可愛いクマがプリントされたプルオーバーを見せた瞬間、低い声で「メ~」と鳴いた。
「おー!気が合うねぇ~私もね~これにしようと思ってたんだよね~」
きっとお友達だと思ったんだと思う。可愛いもの同士。
「メ~」
嬉しそうにメーは可愛い私の顔をペロペロと舐めてきた。
「わかた~わかた~やめ~」
構ってちゃんは相変わらず構ってちゃん。
「いちいち可愛い子達だなぁ」
サイズ感が気になったので詳細を調べる。ネットで買う時は現物を合わせて買うわけでないので気を付けないといけないが、便利過ぎて最近はネット購入する事が多い可愛い私。
胸囲134。
着丈84・5。
袖丈41・5。
肩幅69。
袖幅20。
「んー。いける~」
「首のリボンが可愛いんだよなぁ~」
「お!取り外し可能?外すわけないじゃん!」
「色は黒だよね~」
メーが気に入ってるなら買わない訳にはいかない。
しかし、ワンサイズ。
「うーん。バランスがなぁ~わからないなぁ~」
「モデルの人の身長は~」
ショップ店員の可愛い女の子が着ている画像を調べてみる。
身長は163センチ。
「え~私より10センチも高~い」
「んーん」
スマホでスラスラとショップ店員の女の子達をチェックした。みんな身長が私よりも高かった。
「確実に私の方が可愛くない?メー!どう思う?」
勢いよく私はメーに問い掛けた。
「メ~」
「ほんとに?」
「メ~~」
メーは嬉しそうに頬を寄せてきた。
「だよね~君はわかってる子だ!」
メーの頭を撫でながら勝った気持ちで服を選び始めた。
「帽子もいいなぁ~」
姫感溢れるベレー帽があった。少しだけ、ほんの少しだけ前髪を切り過ぎた。気になってしょうがない。女の子にとって前髪は神聖なもので、正面から見た時の印象を大きく左右するものなのは理解している。それが故に自分でも調整はするのだが、ほんの少し切り過ぎた可愛い私。
「前髪抑える必要がなくなるなぁ~」
「しかも可愛い~」
「これもポチっちゃお!」
カートの中にクマのプルオーバーと帽子を入れた。
「あとは~」
スラスラとネットショッピングを楽しむ可愛い私。地元にない服を買う為にはネットショッピングしかない。前は東京や仙台に足を運び買っていた。実際に見て買うのと見ないで買うのではモチベーションが違う。
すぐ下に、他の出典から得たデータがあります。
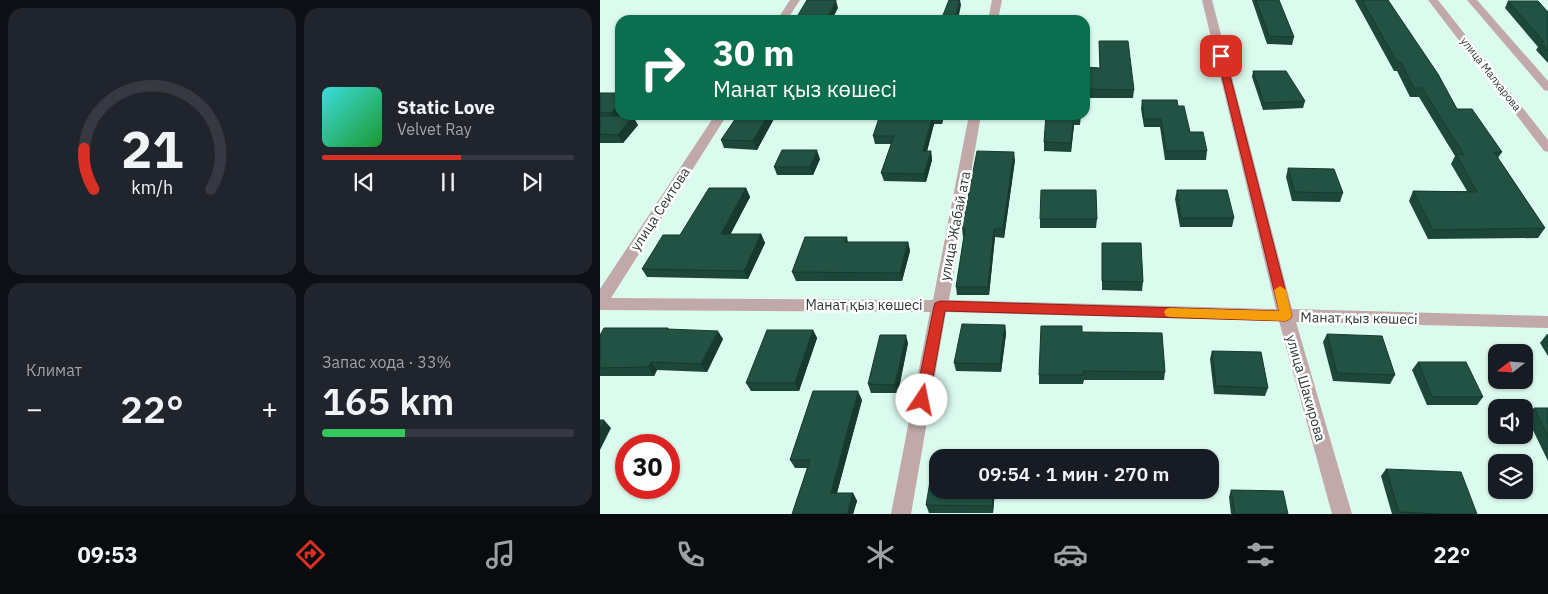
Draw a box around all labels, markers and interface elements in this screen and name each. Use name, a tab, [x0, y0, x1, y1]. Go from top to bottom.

実際見ると「あれもいい!これもいい!」と言って、自分でも引くくらいのクレジット請求が着て泣きそうになった事があった。懐かしい話だ。
最近はチャチャとメーがいるがお家が大好きだから遠くに旅に出る事も減った。
ライブを観に横浜やら東京やらと行っていたが最近は全くだ。でも別に構わない。可愛い茶トラの二匹との暮らしが好きな私には。家にいる時間が増えた。オタクな私らしい。
呼べば届けてくれる宅配サービスも最近は充実している。
尚更、出なくて済む。オタクな私らしい。
「んー。取り敢えず、これくらいにしておこ!」
ネットショッピングを終え、いつもの日常。
「ふ~」
「メ~」
「ニャ~」
自分の欲しい物だけ買って、この子達に悪い気がした。
「首輪買ったしなぁ~」
「新しいお友達でも買ってあげようかなぁ~」
再びスラスラと画面をスクロールし始めた。
「君らが決めな~」
一つずつ、ゆっくりとスクロールする。
可愛い茶トラの二匹が鳴いたところで止める事にした。
三十分後。
ひたすらスクロール。
「あのさぁ~君達!欲しいのないのぉ~」
「メ~~」
「ニャ~~」
大きな犬のぬいぐるみの画面で二匹の茶トラは鳴き出した。
「それかぁ~私が欲しいんだけどなぁ~」
「まぁ~しょうがない!買ってあげよ!」
この子達が欲しいと思うなら買ってあげても良いのだ。
誰よりも大切な家族なのだから。